◆ **AVAILABLE RECORDS**:
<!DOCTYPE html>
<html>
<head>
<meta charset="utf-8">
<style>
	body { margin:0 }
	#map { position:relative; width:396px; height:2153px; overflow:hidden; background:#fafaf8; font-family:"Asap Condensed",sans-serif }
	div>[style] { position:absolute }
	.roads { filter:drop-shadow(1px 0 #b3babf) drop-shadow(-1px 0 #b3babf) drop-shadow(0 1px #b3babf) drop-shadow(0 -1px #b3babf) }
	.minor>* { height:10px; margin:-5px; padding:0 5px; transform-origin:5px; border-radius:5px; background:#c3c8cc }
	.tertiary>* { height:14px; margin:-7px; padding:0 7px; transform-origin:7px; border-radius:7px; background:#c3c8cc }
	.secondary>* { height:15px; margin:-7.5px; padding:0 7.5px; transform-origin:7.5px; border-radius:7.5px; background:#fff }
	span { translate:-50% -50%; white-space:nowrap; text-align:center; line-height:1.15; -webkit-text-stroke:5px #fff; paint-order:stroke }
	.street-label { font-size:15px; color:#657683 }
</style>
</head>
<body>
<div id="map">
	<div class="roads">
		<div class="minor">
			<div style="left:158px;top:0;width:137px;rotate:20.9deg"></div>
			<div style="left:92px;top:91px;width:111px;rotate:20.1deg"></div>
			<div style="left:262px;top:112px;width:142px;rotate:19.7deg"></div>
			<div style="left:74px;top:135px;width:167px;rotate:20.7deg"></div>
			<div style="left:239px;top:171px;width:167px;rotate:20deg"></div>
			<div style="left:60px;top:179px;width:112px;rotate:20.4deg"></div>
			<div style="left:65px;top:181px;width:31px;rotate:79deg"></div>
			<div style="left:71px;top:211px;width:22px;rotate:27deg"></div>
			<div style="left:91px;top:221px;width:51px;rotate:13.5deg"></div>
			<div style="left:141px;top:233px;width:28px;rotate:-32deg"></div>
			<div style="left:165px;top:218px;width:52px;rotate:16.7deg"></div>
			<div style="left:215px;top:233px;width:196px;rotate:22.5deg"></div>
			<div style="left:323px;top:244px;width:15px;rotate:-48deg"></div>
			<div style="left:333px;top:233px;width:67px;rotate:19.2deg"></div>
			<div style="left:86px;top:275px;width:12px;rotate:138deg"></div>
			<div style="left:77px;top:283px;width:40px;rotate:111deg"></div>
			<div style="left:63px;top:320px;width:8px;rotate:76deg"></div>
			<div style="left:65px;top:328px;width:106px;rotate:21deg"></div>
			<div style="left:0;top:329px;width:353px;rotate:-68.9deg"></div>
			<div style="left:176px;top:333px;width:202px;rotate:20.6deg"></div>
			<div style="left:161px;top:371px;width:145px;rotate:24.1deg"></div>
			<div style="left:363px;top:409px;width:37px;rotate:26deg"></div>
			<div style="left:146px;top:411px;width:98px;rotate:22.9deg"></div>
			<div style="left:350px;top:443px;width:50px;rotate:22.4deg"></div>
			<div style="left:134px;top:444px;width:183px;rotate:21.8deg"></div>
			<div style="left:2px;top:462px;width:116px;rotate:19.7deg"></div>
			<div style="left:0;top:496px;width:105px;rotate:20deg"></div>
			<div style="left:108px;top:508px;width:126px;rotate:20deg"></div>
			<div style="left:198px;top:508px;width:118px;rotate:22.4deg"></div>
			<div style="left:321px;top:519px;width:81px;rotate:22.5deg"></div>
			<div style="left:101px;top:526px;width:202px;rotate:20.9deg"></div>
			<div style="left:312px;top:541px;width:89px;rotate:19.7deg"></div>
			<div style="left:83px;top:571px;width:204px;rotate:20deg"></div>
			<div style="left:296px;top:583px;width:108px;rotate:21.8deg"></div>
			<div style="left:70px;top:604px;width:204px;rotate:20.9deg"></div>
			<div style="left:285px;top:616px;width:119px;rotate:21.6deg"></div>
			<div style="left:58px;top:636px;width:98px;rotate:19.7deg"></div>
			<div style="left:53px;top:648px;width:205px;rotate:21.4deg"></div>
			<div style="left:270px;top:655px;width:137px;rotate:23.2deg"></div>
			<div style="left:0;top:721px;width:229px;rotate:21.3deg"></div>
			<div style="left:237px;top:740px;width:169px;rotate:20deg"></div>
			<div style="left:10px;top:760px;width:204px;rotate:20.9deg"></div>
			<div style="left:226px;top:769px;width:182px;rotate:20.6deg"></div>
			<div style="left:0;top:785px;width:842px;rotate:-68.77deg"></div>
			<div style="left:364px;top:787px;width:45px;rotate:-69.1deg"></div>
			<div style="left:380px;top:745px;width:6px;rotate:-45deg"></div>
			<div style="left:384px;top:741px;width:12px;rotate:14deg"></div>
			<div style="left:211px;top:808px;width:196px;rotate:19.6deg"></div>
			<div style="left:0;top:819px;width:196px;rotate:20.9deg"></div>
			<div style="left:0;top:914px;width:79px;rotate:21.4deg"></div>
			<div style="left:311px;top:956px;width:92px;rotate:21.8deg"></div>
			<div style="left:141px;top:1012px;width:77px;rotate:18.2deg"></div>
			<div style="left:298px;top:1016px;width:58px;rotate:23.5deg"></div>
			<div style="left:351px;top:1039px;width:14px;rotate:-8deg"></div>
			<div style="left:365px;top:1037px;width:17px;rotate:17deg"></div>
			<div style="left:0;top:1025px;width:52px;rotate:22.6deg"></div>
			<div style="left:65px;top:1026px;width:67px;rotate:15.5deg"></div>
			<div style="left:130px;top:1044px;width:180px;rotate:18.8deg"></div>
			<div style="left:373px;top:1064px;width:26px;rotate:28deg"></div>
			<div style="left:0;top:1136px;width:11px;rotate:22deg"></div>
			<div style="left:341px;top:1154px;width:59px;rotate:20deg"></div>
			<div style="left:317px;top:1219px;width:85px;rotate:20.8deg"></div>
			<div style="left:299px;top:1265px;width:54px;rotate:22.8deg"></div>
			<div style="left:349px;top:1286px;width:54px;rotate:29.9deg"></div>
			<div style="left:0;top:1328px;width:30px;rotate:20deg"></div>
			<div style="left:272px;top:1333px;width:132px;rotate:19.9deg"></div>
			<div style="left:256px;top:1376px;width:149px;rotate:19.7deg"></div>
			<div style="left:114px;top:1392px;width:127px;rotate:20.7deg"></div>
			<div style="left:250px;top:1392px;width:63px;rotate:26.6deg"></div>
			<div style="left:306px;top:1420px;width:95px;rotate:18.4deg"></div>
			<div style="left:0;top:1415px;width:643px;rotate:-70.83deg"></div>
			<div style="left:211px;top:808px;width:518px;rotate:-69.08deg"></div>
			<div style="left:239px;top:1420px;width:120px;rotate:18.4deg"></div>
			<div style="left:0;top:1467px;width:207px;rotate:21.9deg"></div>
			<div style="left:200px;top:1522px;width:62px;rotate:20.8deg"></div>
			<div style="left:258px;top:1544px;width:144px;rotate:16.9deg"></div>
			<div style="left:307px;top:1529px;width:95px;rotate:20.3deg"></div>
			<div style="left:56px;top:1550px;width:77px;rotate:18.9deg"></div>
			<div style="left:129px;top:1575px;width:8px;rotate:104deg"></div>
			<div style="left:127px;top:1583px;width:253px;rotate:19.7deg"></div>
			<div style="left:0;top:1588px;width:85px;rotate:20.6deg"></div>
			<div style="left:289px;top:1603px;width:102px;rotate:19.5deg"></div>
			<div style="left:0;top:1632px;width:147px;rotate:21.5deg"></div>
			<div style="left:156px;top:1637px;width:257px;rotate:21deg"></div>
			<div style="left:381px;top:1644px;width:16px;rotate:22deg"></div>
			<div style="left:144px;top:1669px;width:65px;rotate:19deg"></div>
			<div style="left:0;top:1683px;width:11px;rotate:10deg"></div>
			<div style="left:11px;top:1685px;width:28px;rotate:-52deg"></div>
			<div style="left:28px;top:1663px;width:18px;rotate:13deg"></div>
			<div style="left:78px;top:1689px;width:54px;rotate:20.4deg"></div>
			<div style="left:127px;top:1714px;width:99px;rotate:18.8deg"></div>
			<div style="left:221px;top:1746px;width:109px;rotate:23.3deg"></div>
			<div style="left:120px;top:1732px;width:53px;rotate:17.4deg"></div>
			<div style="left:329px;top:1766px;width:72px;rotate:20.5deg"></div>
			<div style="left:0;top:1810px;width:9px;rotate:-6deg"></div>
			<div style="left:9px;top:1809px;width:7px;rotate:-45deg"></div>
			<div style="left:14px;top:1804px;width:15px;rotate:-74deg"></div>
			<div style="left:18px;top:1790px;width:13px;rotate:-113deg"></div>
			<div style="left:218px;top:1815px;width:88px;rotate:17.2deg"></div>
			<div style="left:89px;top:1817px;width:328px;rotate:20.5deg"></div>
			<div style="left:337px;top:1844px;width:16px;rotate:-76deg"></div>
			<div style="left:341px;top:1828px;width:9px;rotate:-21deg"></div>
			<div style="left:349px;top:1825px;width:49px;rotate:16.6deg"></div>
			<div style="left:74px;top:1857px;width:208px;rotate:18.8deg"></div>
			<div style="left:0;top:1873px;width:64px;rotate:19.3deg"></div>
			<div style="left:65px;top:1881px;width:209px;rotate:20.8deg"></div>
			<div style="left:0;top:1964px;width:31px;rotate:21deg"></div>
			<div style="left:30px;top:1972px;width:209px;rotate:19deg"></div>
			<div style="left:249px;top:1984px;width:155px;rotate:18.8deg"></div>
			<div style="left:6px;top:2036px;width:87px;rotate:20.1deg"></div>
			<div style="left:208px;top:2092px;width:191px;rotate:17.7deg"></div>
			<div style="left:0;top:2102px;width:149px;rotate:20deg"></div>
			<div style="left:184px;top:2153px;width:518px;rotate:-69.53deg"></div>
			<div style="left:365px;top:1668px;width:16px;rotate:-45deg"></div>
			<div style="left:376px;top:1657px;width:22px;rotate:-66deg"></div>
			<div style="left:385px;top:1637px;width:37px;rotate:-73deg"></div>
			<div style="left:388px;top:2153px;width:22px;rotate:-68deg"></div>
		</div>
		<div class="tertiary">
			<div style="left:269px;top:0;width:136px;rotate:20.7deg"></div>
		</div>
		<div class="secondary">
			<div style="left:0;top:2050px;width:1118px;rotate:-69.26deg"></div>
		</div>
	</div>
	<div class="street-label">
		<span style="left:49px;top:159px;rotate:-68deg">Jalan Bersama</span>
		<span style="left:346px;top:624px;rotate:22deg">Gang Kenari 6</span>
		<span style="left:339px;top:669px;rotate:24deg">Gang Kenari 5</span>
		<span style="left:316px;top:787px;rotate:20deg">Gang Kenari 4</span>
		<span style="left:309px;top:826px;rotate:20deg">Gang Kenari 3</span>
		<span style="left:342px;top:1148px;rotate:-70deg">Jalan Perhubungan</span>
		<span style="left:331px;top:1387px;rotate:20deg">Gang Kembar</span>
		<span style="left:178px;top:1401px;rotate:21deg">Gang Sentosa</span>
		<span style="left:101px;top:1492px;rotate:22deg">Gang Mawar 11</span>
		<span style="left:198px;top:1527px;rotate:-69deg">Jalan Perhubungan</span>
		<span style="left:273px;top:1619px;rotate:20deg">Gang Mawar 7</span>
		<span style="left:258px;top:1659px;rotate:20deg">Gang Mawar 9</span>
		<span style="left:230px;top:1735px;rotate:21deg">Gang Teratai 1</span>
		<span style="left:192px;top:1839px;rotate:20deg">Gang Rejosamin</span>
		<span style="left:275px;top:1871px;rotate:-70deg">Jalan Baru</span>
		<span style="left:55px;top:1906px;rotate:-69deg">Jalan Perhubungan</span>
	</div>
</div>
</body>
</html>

◆ **EXERCISE OBJECTIVE**: Set down exactly the lines that begin the records and continue through the line bearing "position:relative; width:396px; height:2153px;"; include both ends.

◆ **RESPONSE AREA**:
<!DOCTYPE html>
<html>
<head>
<meta charset="utf-8">
<style>
	body { margin:0 }
	#map { position:relative; width:396px; height:2153px; overflow:hidden; background:#fafaf8; font-family:"Asap Condensed",sans-serif }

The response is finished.